The toy display case 11 also includes a set of keyholes 41 formed in the back wall 21, for mounting the toy display case to a wall or other vertically oriented structure, in much the same manner as one might a picture. In addition, the toy display case includes a vertical engagement mechanism formed in each of the top wall 25 and the bottom wall 27 for stacking modules on top of one another. In the case of the top wall 25, the mechanism is seen in FIG. 1 to be a male connector 43, essentially a cylinder, whereas the bottom wall 27 is seen to have a female connector in the form of an aperture 45. The cylinder has a radial locking notch and an axial slot; adjacent toy display cases 11 are coupled together by inserting the cylinder in the aperture, such that the radial notch engages the aperture, while adjacent cases are decoupled by squeezing each cylinder to reduce slot width and permit disengagement of the corresponding male connector. Using a vertical connection mechanism as has just been described, one may stack toy display cases on top of one another, as well as mount multiple toy display cases to a common locking plate to form a toy chest, as will be described further below.
With the principal mechanical features of a single toy display case thus introduced, the operation and construction of the preferred toy display case will now be described in additional detail.
II. Modular Format of the Preferred Toy Display Case.

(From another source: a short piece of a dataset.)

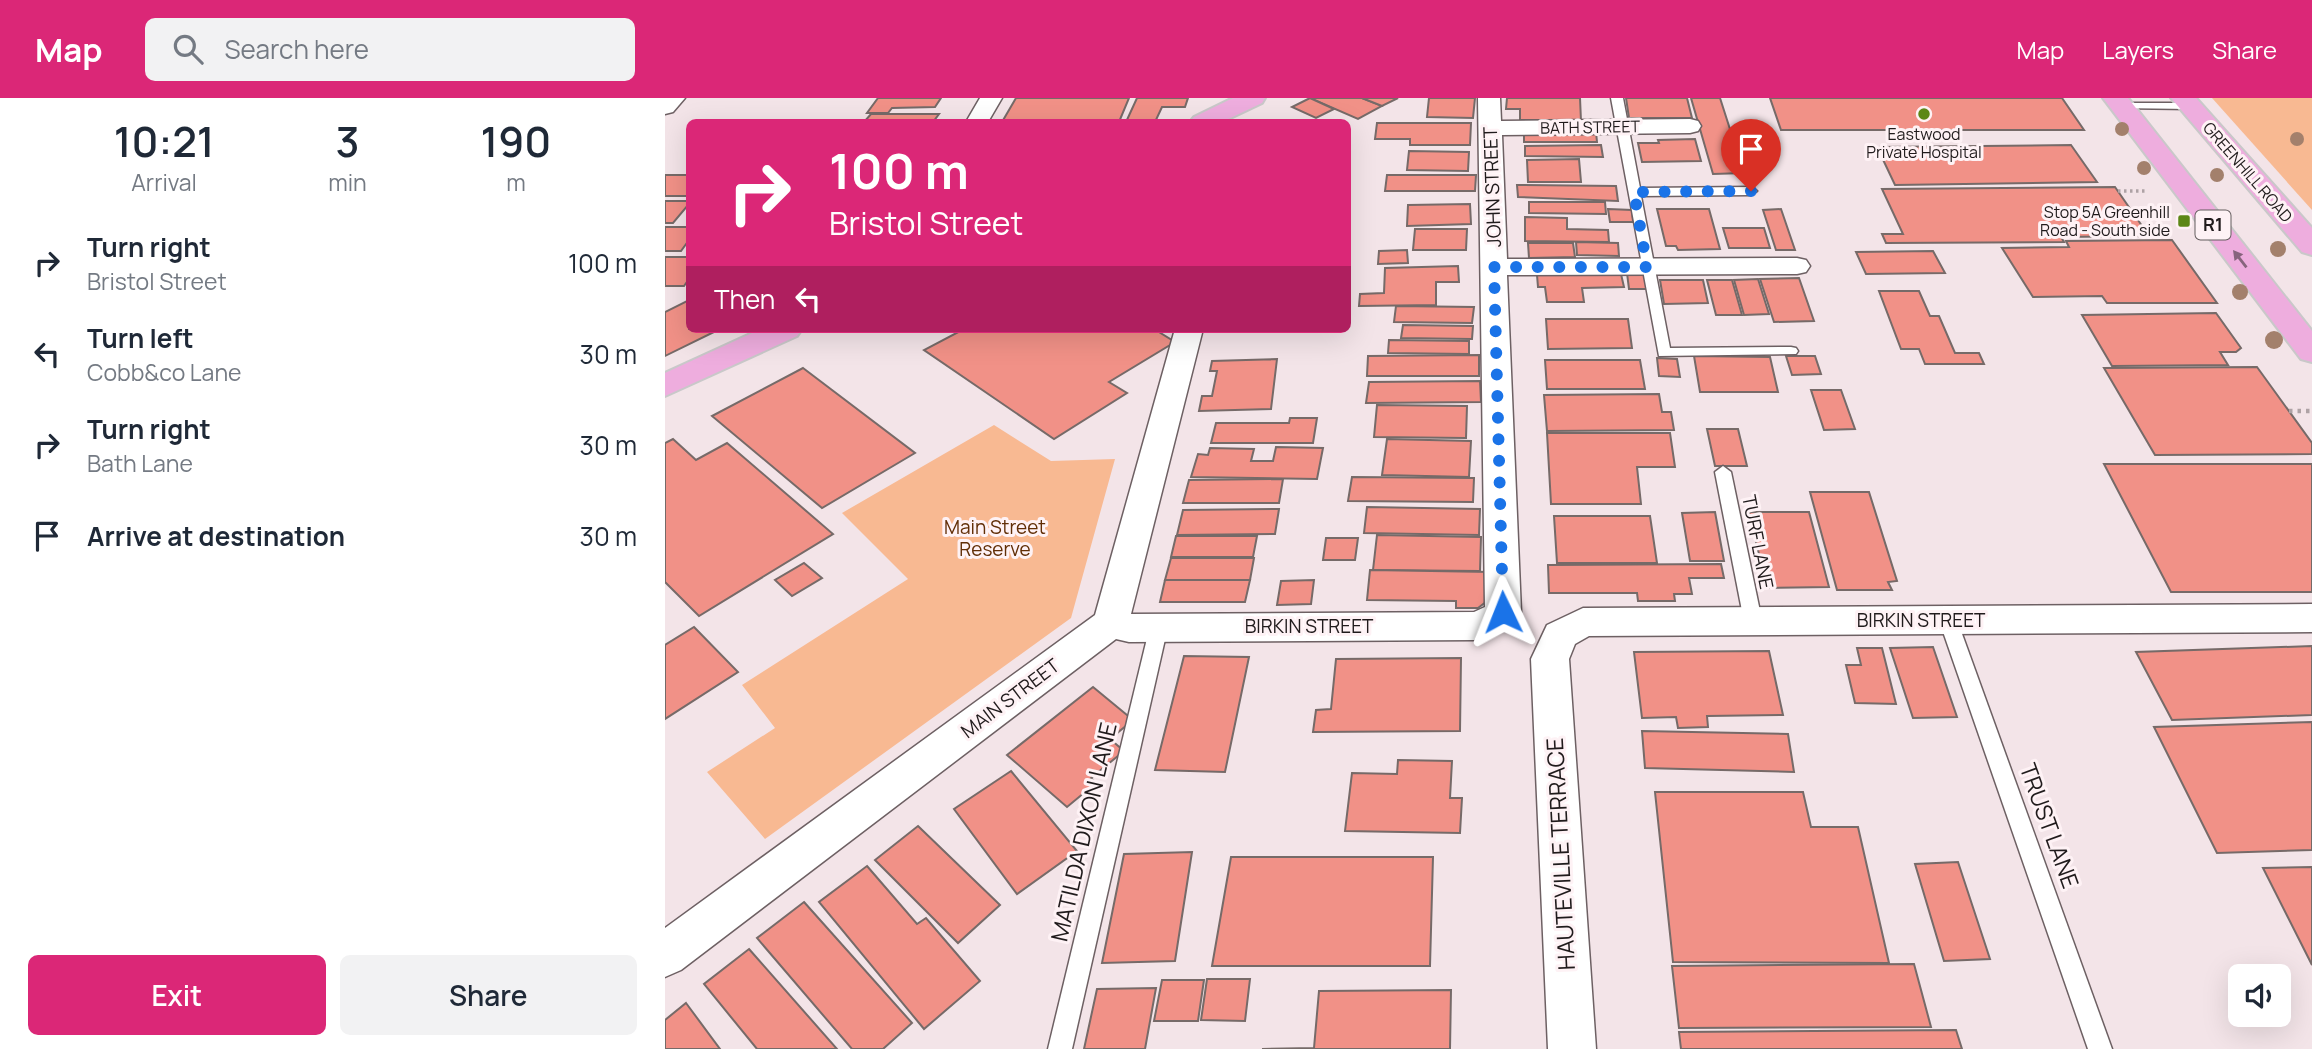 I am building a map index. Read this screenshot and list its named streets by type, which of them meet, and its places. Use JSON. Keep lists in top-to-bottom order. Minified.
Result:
{"streets":{"highway":["GREENHILL ROAD","R1"],"street":["BATH STREET","JOHN STREET","BIRKIN STREET","MAIN STREET","HAUTEVILLE TERRACE"],"lane":["TURF LANE","TRUST LANE","MATILDA DIXON LANE"]},"crossings":[["BATH STREET","JOHN STREET"],["JOHN STREET","BIRKIN STREET"],["TURF LANE","BIRKIN STREET"],["BIRKIN STREET","MAIN STREET"],["BIRKIN STREET","TRUST LANE"],["BIRKIN STREET","MATILDA DIXON LANE"],["BIRKIN STREET","HAUTEVILLE TERRACE"]],"parks":["Main Street Reserve"],"places":{"other":["Eastwood Private Hospital"],"transit":["Stop 5A Greenhill Road - South side"]},"page":{"header":"Map","search":"Search here","nav":["Map","Layers","Share"],"eta":["10:21","Arrival","3","min","190","m"],"turn":["100 m","Bristol Street"],"list":[{"name":"Turn right","note":"Bristol Street","value":"100 m"},{"name":"Turn left","note":"Cobb&co Lane","value":"30 m"},{"name":"Turn right","note":"Bath Lane","value":"30 m"},{"name":"Arrive at destination","value":"30 m"}],"then":"Then","buttons":["Exit","Share"]}} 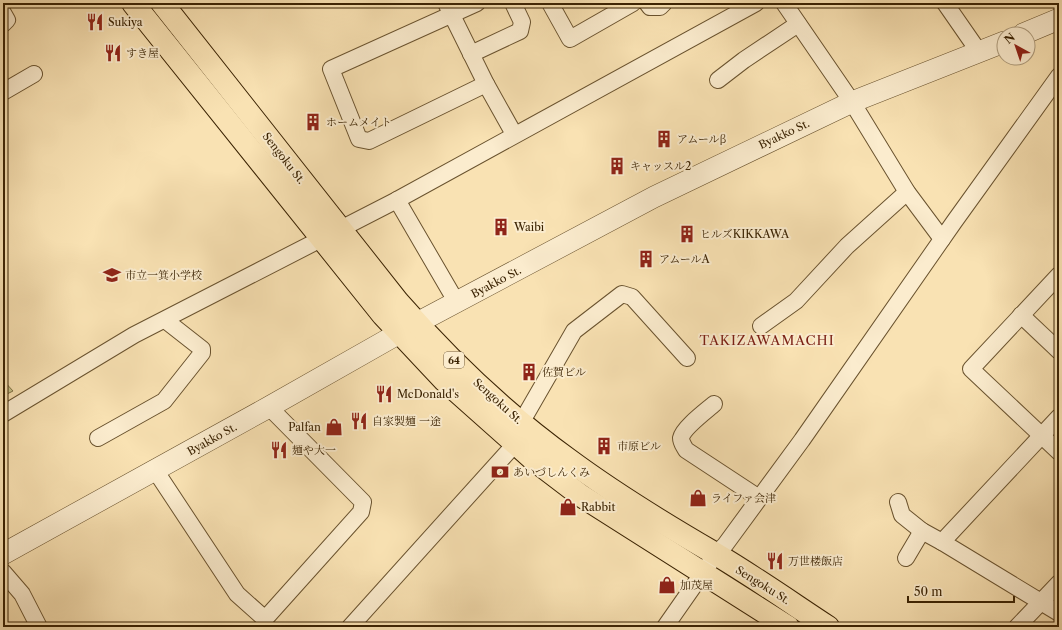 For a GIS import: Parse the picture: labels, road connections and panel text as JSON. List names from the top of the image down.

FIG. 2 shows five of the preferred toy display case coupled together to form a larger, aggregate toy display case 51. In particular, FIG. 2 shows three display cases 52, 53 and 54 which are laterally adjacent one another and three display cases 54, 56 and 57 that are vertically stacked on top of one another.
The three laterally adjacent cases are seen to be pivoted slightly with respect to one another about vertical axes 58. The preferred embodiment actually permits pivot about two different vertical axes, including one axis 59 which is adjacent the front wall of each toy display case (at either the left side or the right side) and one axis 61 which is adjacent the back wall of each toy display case (at either the left side or the right side). Referring back to FIG. 1, each modular connection mechanism is in the preferred embodiment seen to consist of multiple parts that create two alternative hinges; one hinge, formed at the front side 63 of the toy display case, permits two adjacent cases to be pivoted toward one another, between a position where the cases are lined-up and a position where the cases are front-to-front. In FIG. 2, cases 53 and 54 are seen to be hinged adjacent their front sides, so as to feature their respective front sides pivoted slightly toward each other. On the other hand, cases 52 and 53 are seen to be hinged together by hinge mechanisms adjacent each of their back walls 21, to permit relative pivot between a lined-up position of the two cases and a position where the cases are back-to-back. Using the preferred double-hinge mechanism permits multiple cases to be selectively locked in a lined-up mode (by connecting both hinges at once), or to be hinged for selective pivot in either direction, such that multiple toy cases can be configured to fit within the contours of nearly any room, e.g., in a corner of a room. The double-hinge mechanism also permits a series of toy display cases to be folded up in an accordion-like manner, for compact storage. Importantly, FIG. 2 also shows insertion of an optional transparent, front wall 65 into two of the toy display cases 52 and 53.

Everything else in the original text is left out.